In any case, it was perfect. I had lots of perfect days in Labastide, and many in my last week. I intended to blog so much more while on my trip: funny and strange details about the people I interacted with, relearning and remembering how to speak French, my daily hiking adventures. And I still might tell those stories.
But for now, the end.
The day before I left, I woke up at 6am so I could hike to Le Roc to see the sunrise (even though the mountains blocked most of the view). I headed out of La Muse and Homer, John and Kerry’s dog, ran up to me. Normally, Homer would accompany residents on their hikes and walks, but at the beginning of our retreat Homer got sick, and his daily jaunts were restricted. For three weeks I would head out for a hike and Homer would stare at me with sad eyes, begging to come along.
I don’t know what he was doing outside so early, it was almost as if he was waiting for me. He bounded over, gave me a quick look, and then took off, sprinting, out of the village. He wasn’t missing this walk.
I headed towards Le Roc, with Homer leading the way. We made it up to my spot and sat together and watched the morning for awhile.
The rest of the day was a blur: lingering at lunch, a last hike, a pizza dinner with the entire group, starting a 1000 piece jigsaw puzzle at 10pm. I woke up the next morning, not quite packed, not quite prepared to navigate Paris, not quite ready to leave. I sat on the terrace and ate my breakfast with Jean-Christophe and other residents filed in and out, everyone up earlier than normal that day.

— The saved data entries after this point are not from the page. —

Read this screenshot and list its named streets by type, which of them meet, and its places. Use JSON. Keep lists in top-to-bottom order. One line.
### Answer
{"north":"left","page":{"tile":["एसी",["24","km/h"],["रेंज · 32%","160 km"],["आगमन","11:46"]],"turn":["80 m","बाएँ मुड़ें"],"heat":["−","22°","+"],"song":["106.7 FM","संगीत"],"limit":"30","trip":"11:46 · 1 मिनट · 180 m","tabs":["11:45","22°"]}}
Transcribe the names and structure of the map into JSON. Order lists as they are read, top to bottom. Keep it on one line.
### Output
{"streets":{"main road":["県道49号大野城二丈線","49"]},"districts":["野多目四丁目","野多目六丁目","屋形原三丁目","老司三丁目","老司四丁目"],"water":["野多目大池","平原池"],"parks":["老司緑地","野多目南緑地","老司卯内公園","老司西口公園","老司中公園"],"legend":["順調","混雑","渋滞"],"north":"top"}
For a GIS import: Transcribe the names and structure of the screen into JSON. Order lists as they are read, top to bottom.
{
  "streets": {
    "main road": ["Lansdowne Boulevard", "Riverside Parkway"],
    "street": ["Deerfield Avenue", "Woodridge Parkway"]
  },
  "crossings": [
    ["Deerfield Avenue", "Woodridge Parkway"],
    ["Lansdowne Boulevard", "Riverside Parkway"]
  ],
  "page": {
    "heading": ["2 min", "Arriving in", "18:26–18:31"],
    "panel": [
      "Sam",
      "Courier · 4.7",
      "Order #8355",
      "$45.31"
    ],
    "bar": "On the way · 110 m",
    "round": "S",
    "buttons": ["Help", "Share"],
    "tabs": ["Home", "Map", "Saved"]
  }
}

I sat at Le Roc and stared at the Pyrenees for as long as I could, and then raced back to La Muse to throw things in my suitcase and write an entry in the guestbook and give away the extra food in my cupboard and say goodbye to La Muse and Labastide.
We drove away in the jeep, only Diane and I leaving that morning (Glenn and Julia came along for the ride and a trip to the grocery store; both had figured out a way to stay in Labastide for another week). As we drove away from the village, someone started singing, “All my bags are packed I’m ready to go, I’m standing here outside your door…” and we all joined in. It’s the slightly corny kind of thing you’d see in a movie, but for us, and in that moment, it worked. It was bittersweet and beautiful.
So many people who go to La Muse end up going back, and I understand why. Already, there was lots of talk about reuniting next summer. I think I knew, on my first day there, that I would want to go back, and that feeling only intensified throughout my stay.
But if I never make it back, it’s okay. It’s the kind of experience that stays with a person forever, and I got more out of it than I ever imagined I would.